(Collected data)

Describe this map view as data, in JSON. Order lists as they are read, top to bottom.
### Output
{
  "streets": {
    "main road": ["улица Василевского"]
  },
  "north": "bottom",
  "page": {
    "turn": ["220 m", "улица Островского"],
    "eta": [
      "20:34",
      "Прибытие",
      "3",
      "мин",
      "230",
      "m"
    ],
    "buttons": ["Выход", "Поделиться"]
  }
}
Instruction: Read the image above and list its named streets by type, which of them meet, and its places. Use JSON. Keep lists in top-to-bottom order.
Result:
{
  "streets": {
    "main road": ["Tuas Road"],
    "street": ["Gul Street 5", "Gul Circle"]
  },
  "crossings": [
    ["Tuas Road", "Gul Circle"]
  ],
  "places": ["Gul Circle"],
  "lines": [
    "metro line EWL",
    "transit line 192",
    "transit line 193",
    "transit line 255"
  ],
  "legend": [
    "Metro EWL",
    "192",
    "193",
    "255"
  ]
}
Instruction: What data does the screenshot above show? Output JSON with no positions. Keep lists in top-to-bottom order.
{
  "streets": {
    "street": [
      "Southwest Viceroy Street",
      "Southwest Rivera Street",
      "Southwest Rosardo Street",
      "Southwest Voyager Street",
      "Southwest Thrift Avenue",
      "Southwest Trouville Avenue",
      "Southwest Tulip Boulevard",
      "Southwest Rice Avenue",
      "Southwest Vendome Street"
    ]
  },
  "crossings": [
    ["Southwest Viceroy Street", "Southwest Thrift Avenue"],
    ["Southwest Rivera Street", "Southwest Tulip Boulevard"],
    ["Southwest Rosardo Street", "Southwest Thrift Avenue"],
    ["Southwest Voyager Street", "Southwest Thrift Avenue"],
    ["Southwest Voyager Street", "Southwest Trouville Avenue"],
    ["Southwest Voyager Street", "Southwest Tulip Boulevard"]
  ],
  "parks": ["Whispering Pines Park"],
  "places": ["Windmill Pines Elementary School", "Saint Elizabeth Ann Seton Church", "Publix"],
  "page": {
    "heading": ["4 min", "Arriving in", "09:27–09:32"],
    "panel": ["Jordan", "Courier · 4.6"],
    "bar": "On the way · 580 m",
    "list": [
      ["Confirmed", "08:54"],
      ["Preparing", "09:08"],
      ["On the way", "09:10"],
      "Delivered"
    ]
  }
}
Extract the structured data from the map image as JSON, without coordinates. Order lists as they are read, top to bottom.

Work to complete:
After counting the lines above that include the word "image", give only the number.

Your solution:
2